Dataset extract START
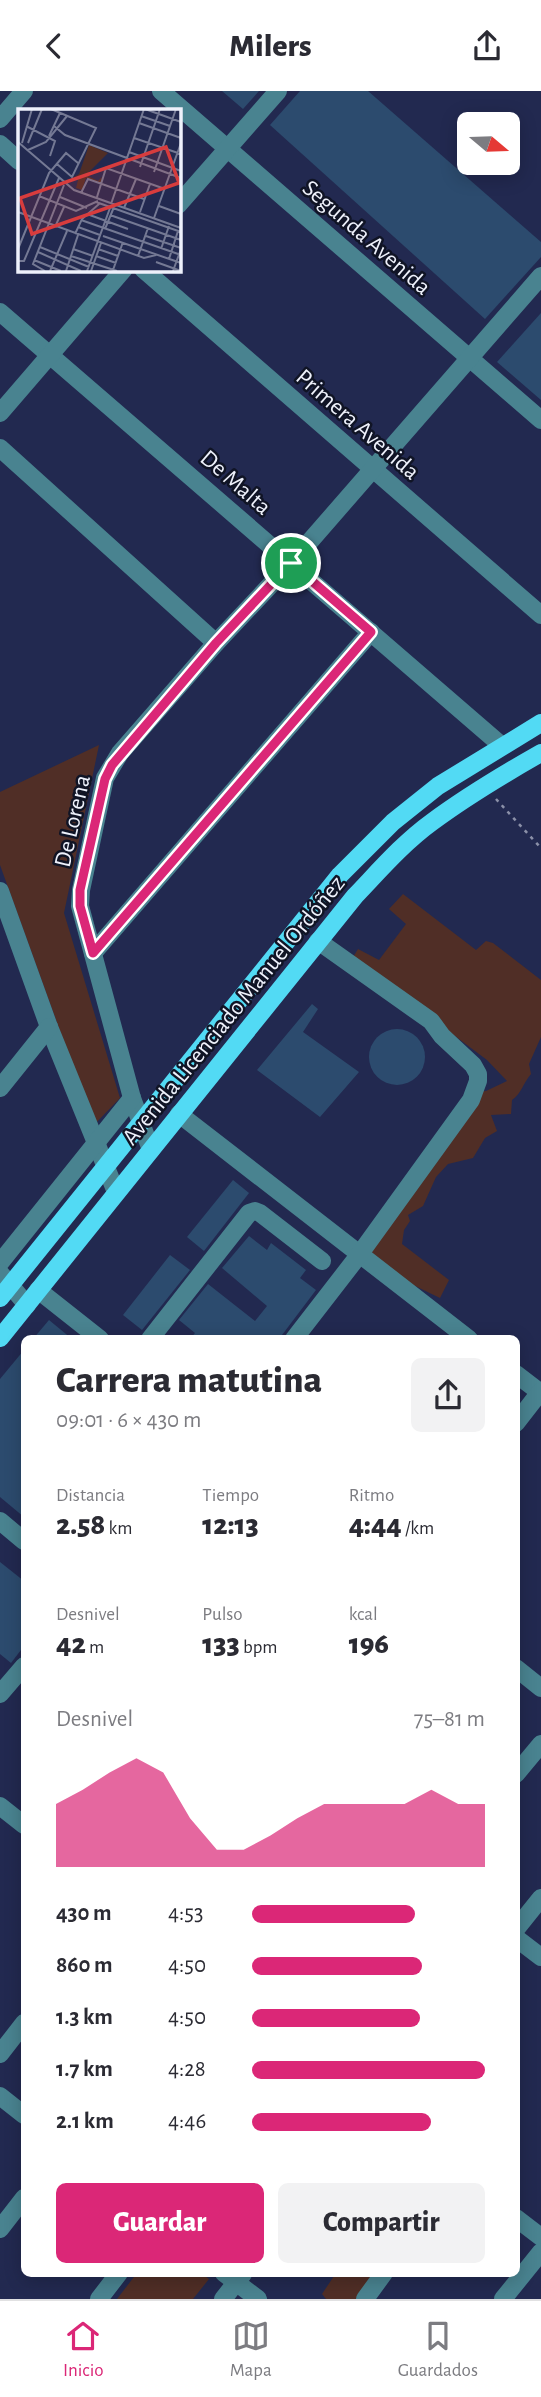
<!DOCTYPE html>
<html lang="es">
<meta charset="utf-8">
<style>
body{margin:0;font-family:"Alegreya Sans",sans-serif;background:#f2f2f3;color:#2b2b33;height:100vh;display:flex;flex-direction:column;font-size:26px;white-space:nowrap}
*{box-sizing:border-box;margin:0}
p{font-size:23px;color:#7c7c81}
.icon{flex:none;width:38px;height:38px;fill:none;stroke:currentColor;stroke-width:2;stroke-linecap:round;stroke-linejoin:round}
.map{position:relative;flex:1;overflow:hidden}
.panel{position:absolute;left:21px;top:1244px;width:499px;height:942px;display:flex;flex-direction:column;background:#fff;border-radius:10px;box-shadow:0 4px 18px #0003}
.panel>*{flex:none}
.needle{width:46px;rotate:109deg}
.buttons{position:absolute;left:457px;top:21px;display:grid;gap:14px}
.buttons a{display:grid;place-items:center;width:63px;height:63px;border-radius:10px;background:#fff;box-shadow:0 4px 18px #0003;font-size:35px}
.pin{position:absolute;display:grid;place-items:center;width:60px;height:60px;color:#fff;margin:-30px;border:4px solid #fff;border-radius:50%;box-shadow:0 2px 7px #0007}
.round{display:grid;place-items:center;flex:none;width:74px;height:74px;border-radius:10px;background:#f2f2f3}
.overview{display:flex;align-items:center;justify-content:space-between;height:119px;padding:0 35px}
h1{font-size:38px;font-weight:800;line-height:52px}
.stats{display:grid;grid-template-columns:repeat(3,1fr);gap:10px;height:119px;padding:7px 35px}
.stats div{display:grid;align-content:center}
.stats b{font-size:30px;font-weight:800}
.stats small{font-size:19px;font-weight:400}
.stats p{font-size:19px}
.chart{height:196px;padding:14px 35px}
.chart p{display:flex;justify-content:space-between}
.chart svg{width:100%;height:126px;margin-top:7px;fill:#db2777;opacity:.7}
.button{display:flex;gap:14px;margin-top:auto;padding:14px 35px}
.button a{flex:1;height:80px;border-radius:10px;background:#db2777;color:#fff;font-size:28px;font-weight:800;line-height:80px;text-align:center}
.button a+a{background:#f2f2f3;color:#2b2b33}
ul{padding:0 35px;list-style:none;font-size:23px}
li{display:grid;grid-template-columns:112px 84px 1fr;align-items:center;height:52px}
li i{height:18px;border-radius:9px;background:#db2777}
header{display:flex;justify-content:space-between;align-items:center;height:91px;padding:0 35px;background:#fff;font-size:32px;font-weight:800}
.tabs{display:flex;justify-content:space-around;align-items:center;height:98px;border-top:2px solid #e1e1e2;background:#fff;font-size:19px;color:#7c7c81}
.tabs a{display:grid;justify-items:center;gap:4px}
.tabs .on{color:#db2777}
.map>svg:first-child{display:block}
</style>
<header><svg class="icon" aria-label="back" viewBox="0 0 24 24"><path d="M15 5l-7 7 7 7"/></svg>Milers<svg class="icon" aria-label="share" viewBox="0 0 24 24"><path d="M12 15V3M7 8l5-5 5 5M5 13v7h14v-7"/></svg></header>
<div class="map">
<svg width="541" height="2208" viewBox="0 0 541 2208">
<rect width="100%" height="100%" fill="#222950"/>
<g fill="#502e26">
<polygon points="99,654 64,822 120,1007 94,1034 0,774 0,701"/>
<path d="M403 803 476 859 486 850 493 852 541 889V946L529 973 531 983C523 992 522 1002 512 1009L511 1023 491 1024 497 1040 485 1047 473 1067 448 1073 436 1086 423 1115 408 1124 410 1130 404 1139 402 1153 449 1189 440 1207 409 1192 366 1159 476 1001 486 1000 507 990 487 969 352 868 358 858 379 869 406 833 389 818Z"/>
<polygon points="137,2182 201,2182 209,2188 193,2208 117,2208"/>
<polygon points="336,2182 375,2182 356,2208 326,2208 322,2203"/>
</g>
<g fill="#2c4b6e">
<polygon points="222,0 259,0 243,18"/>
<polygon points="300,0 368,0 541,151 541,166 485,228 270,34"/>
<polygon points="541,222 541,309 497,271"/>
<polygon points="312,913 318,918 303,941 359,981 320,1026 257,979"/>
<circle cx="397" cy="966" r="28"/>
<polygon points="233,1089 249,1102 204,1160 187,1146"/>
<polygon points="249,1145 267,1159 271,1152 306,1179 300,1187 316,1199 279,1248 190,1248 195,1242 179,1229 208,1193 255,1230 267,1215 222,1177"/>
<polygon points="170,1164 190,1179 142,1239 123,1224"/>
<polygon points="49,1229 72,1248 33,1248"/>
<polygon points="24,1259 24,1426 0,1406 0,1288"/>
<polygon points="0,1471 24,1490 24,1555 11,1572 0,1563"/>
</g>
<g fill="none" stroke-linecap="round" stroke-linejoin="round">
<polyline stroke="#8b90a8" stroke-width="2.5" stroke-dasharray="3.5 5" stroke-linecap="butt" points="496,708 541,757"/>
<g stroke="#498390" stroke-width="18">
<polyline points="161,0 541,329"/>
<polyline points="0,28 24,0"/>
<polyline points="0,53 19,70"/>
<polyline points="178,114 278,0"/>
<polyline points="143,178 541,524"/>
<polyline points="0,221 501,654"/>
<polyline points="0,322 124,178"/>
<polyline points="0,357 216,552"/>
<polyline points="0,800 49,936 116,1101"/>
<polyline points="93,862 371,541"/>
<polyline points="0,997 49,936"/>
<polyline points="179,1023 469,1248"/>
<polyline points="151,1059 132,1007 80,815 81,799 105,687 120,662 216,552 291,472 541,185"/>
<polyline points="0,1172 132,1007"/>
<polyline points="0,1182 27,1214"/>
<polyline points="38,1199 100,1248"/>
<polyline points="150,1248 249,1122 255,1120 260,1122 322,1170"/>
<polyline points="294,1248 359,1164 471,1009 478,990 478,983 473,974 442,945 431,930 318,850"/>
<polyline points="516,1283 541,1302"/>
<polyline points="516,1332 540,1301"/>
<polyline points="0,1430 24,1450"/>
<polyline points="516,1577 541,1597"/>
<polyline points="0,1603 24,1575"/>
<polyline points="516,1683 541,1653"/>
<polyline points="0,1715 24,1734"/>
<polyline points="516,1838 541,1807"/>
<polyline points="516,1847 541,1866"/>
<polyline points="0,1963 24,1932"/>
<polyline points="0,2005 24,2024"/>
<polyline points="516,2127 541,2146"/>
<polyline points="0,2138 24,2107"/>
<polyline points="224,2182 258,2208"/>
<polyline points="99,2208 119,2182"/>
<polyline points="223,2208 243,2183"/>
<polyline points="365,2208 384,2182"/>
<polyline points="503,2208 541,2161"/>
</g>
<g stroke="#52daf4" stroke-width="18">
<polyline points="0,1207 340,784 393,731 438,695 541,632"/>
<path d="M0 1247 355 805C379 780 403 752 432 731 467 705 504 683 541 662"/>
</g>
</g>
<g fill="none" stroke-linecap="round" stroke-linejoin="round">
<defs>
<polygon id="route" points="291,472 371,541 93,862 80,815 80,799 105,688 112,674 216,552"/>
</defs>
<use href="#route" stroke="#fff" stroke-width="14"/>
<use href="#route" stroke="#db2777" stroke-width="9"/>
</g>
<g text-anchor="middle" stroke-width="5" stroke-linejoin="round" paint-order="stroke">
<g font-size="24" fill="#eef1fb" stroke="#101425">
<text transform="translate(367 146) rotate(41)" y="8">Segunda Avenida</text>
<text transform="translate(358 333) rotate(41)" y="8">Primera Avenida</text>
<text transform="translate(236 391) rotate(41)" y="8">De Malta</text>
<text transform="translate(72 730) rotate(-77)" y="8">De Lorena</text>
<text transform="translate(233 919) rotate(-51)" y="8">Avenida Licenciado Manuel Ordóñez</text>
</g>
</g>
<g transform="translate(18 18)">
<rect width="163" height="163" fill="#222950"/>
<path d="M71 36 90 44 68 66 80 72 84 68 83 74 68 69 64 81 58 79 61 67 56 68 61 65Z" fill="#502e26"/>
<path fill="none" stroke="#747994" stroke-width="2" d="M33 0 78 19 54 68 39 55M127 0 163 13M123 7 152 17M121 14 163 29M8 17 37 32 32 47M36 17 47 26 163 69M31 27 42 4M116 29 163 45M0 33 56 81 163 119M4 34 14 0M10 34 24 0M10 41 28 33 49 7M111 43 163 62M122 58 142 0M136 63 158 0M63 84 70 70 126 90M21 87 58 102 80 92M42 88 69 99M79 88 88 59 147 80M78 93 163 123M93 95 126 0M141 97 163 105M106 99 118 70M0 103 126 149 138 146M122 103 132 75M69 105 110 120M92 106 163 131M136 109 163 34M63 111 163 146M37 118 46 98M60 118 82 126M87 120 96 98M57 125 64 110 81 95M85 127 163 154M128 127 163 139M22 138 71 158M0 140 31 64 48 44 60 54M55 140 75 147M80 140 100 147M143 140 151 117M20 143 63 162M53 147 99 162M78 147 98 154M120 147 130 119M151 150 160 122M16 151 43 162M0 152H6L41 69M138 153 163 162M95 161 105 133M27 162 15 155 46 76M32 162 49 122M48 162 60 126M69 162 92 99M73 162 83 134M155 162 163 140"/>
<path fill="#d83c3d" fill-opacity="0.15" stroke="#d83c3d" stroke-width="3.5" d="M148 38 161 74 14 125 2 89Z"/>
<rect width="163" height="163" fill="none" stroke="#eef1fb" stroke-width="3.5"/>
</g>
</svg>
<div class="buttons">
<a><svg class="needle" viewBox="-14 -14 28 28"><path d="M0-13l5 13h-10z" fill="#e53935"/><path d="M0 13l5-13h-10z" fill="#7c7c81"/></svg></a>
</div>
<div class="pin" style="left:291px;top:472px;background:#1e9e55"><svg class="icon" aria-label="arrive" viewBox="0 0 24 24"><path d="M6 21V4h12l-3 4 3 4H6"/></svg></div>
<section class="panel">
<div class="overview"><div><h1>Carrera matutina</h1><p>09:01 · 6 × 430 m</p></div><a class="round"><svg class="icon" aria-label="share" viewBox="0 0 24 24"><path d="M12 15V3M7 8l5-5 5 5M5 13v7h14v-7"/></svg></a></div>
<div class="stats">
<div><p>Distancia</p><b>2.58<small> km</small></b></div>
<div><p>Tiempo</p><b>12:13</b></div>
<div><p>Ritmo</p><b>4:44<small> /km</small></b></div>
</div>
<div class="stats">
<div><p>Desnivel</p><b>42<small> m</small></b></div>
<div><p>Pulso</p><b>133<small> bpm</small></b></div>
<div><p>kcal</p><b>196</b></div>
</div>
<div class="chart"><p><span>Desnivel</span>75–81 m</p>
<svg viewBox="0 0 160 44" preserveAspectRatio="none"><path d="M0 44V22L10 17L20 11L30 6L40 11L50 27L60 38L70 38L80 33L90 27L100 22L110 22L120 22L130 22L140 17L150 22L160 22V44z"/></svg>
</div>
<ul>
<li><b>430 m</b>4:53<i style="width:70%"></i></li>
<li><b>860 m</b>4:50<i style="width:73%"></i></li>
<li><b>1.3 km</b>4:50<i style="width:72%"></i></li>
<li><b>1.7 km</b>4:28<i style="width:100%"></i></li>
<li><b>2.1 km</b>4:46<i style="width:77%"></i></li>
</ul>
<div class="button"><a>Guardar</a><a>Compartir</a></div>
</section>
</div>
<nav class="tabs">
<a class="on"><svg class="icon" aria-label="home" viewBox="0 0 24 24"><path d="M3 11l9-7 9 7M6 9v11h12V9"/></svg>Inicio</a>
<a><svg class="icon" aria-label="map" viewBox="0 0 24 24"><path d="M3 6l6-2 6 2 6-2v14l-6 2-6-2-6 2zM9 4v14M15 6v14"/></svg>Mapa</a>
<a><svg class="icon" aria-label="saved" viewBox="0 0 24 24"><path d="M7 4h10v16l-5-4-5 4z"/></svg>Guardados</a>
</nav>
Dataset extract END
● **What the exercise asks**: Set down exactly the lines beginning at the one that holds "11l9-7 9 7M6" and ending with the last line of the data.

● **Result**:
<a class="on"><svg class="icon" aria-label="home" viewBox="0 0 24 24"><path d="M3 11l9-7 9 7M6 9v11h12V9"/></svg>Inicio</a>
<a><svg class="icon" aria-label="map" viewBox="0 0 24 24"><path d="M3 6l6-2 6 2 6-2v14l-6 2-6-2-6 2zM9 4v14M15 6v14"/></svg>Mapa</a>
<a><svg class="icon" aria-label="saved" viewBox="0 0 24 24"><path d="M7 4h10v16l-5-4-5 4z"/></svg>Guardados</a>
</nav>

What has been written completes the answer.